Inventories of $116.1 million were up 32 percent compared to the end of 2004. The company said the increase was due primarily to the addition of Saucony and included the inventory write-up as required by GAAP purchase accounting rules. Excluding Saucony, the 2005 year-end inventory balance increased 3 percent compared to last year.
Cash and cash equivalents were $33 million at the end of the fiscal year with $60 million in outstanding debt. The company borrowed $85 million in mid-September 2005 to fund the closing of the acquisition of Saucony.
David Chamberlain, chairman and CEO of Stride Rite, said in a statement: “With the purchase of Saucony, we added a highly-respected $150 million brand in performance running. We see growth opportunities for Saucony in running, international and children’s. We expect that 2006 will be a year of transition for Saucony as we set the platform for 2007.”
He added that with Saucony, the company will double its international business presence and add significantly to sales in Europe — “an area of focus for us.”
Looking forward, the company estimates this year’s earnings at $0.82 to $0.88 per share. That guidance accounts for stock option expenses of $0.05 per share; acquisition and inventory charges are projected at about $0.08 per share.
Under Armour establishes European headquarters
Under Armour (Nasdaq: UARM) said it plans to open European headquarters in Amsterdam and promote of one of the company’s partners to president of international, adding that its “international business is a top priority.”
As the new president of the international division, Ryan Wood will relocate to Amsterdam and lead Under Armour’s operations in Europe, Asia and Canada. He is charged with building local European support to ensure the long-term success of the business internationally.
The company will operate its European sales, marketing and logistics functions from an office located in Amsterdam’s Olympic Stadium, originally built to host sports competitions during the 1928 Olympic Games.
Also, the company said Matthew Mirchin, vice president of U.S. sales, who joined Under Armour in May 2005, will continue to lead sales efforts in the United States.

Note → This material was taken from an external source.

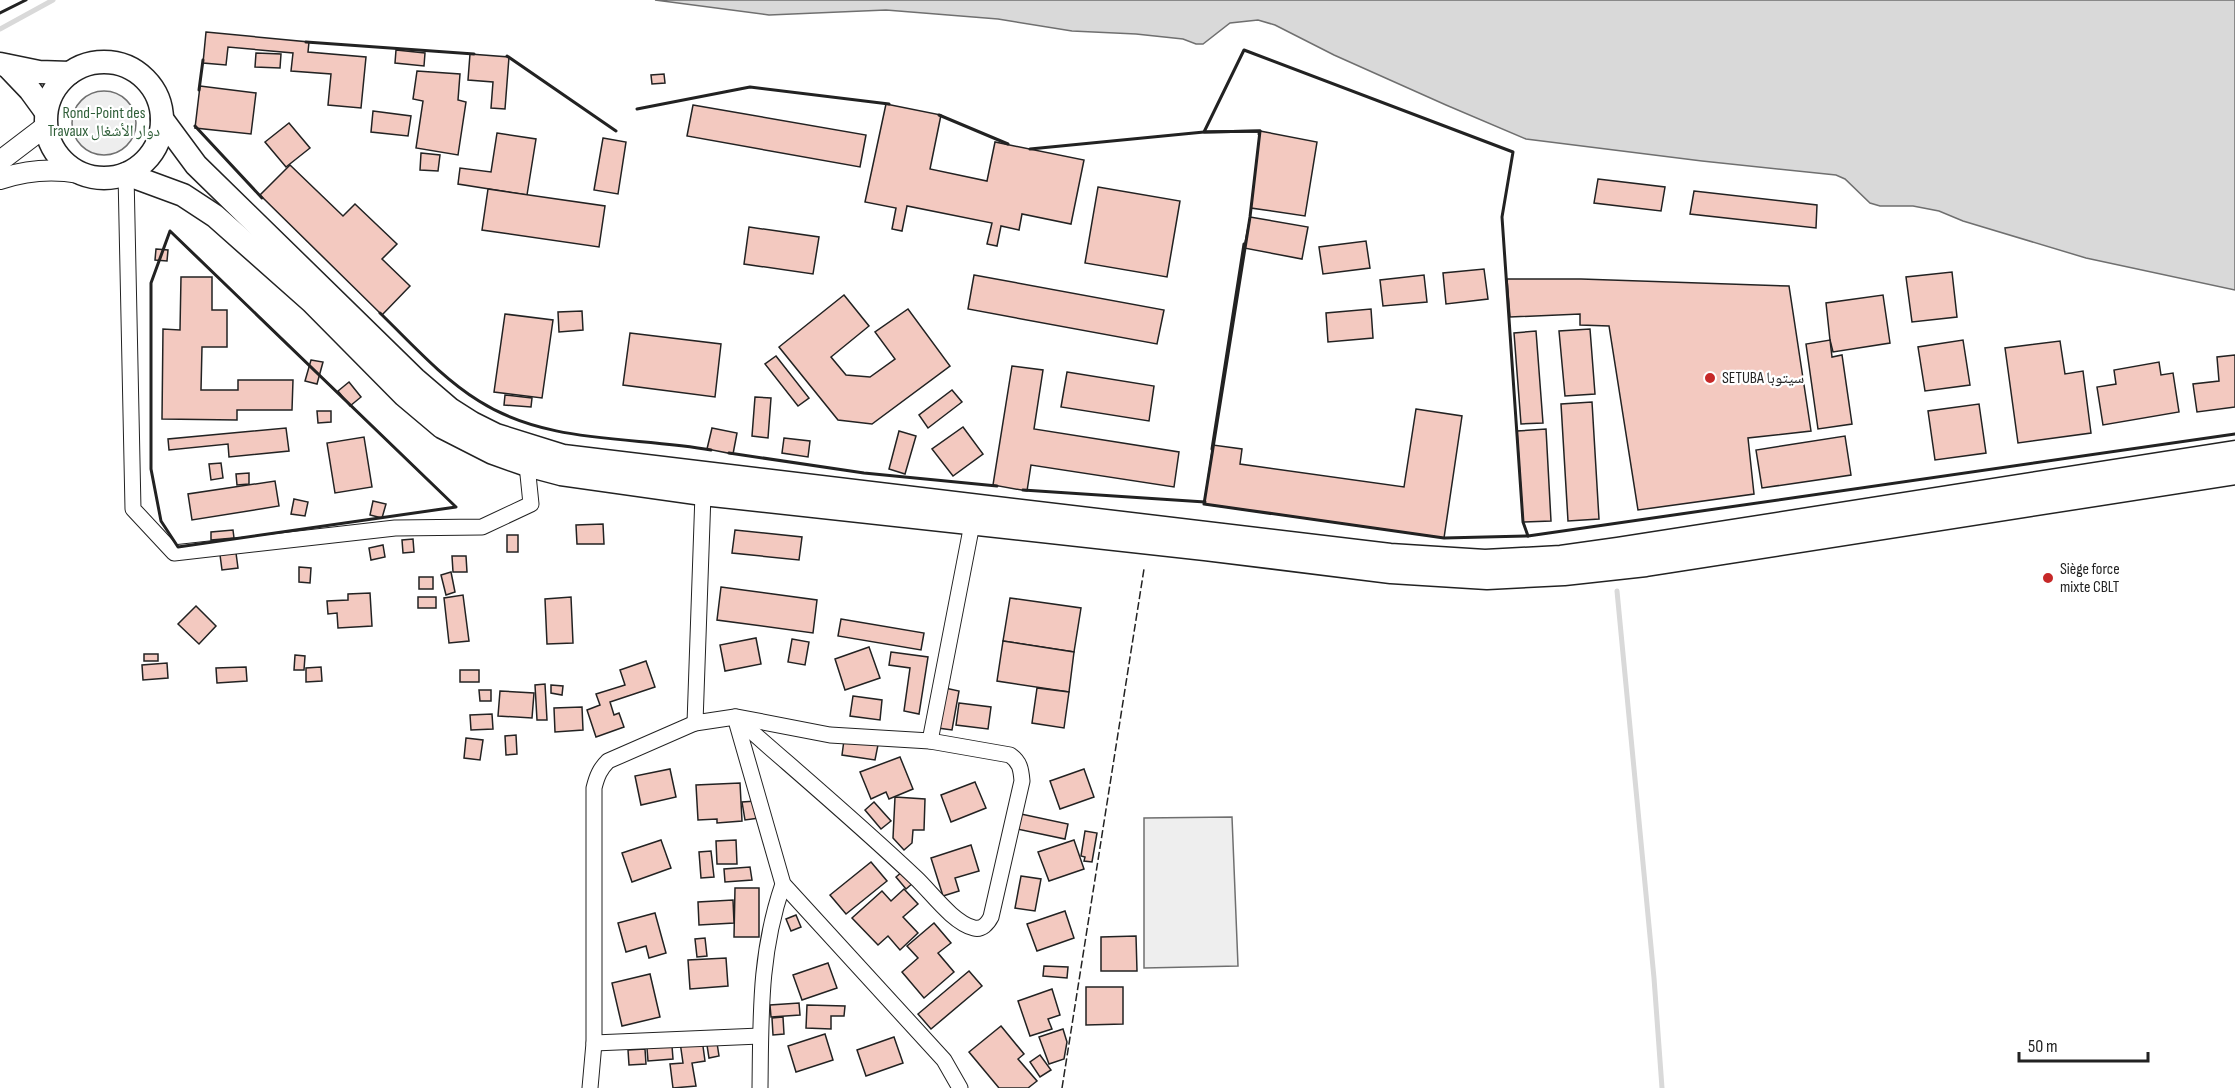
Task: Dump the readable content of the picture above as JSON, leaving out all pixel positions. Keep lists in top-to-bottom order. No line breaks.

Amer Sports stock for staff ready to trade
Amer Sports released a statement saying that the stock options related to the year 2003 stock option arrangement for its key staff will be subject to trading on the Helsinki Stock Exchange main list as of Jan. 12.
The total number of stock options is 159,999. Each stock option entitles the holder of the stock option to subscribe for three shares of Amer Sports with an accounting par value of Euro 4 (USD $4.86) per share. The subscription price for stock options is Euro 12.63 (USD $15.34) per share. The share subscription period for stock options began on Jan. 1, 2006, and ends on Dec. 31, 2008. As a result of the subscriptions, the number of shares of Amer Sports can increase by a maximum of 479,997 new shares and the share capital can increase by a maximum of Euro 1,919,988 (USD $2,332,382).
The other shareholder rights will begin once the increase in the share capital has been entered in the Finnish trade register, it added.
(Conversion of Euros into U.S. dollars is for information only, is not necessarily relative to earnings, and is based on the currency rate as of Jan. 11.)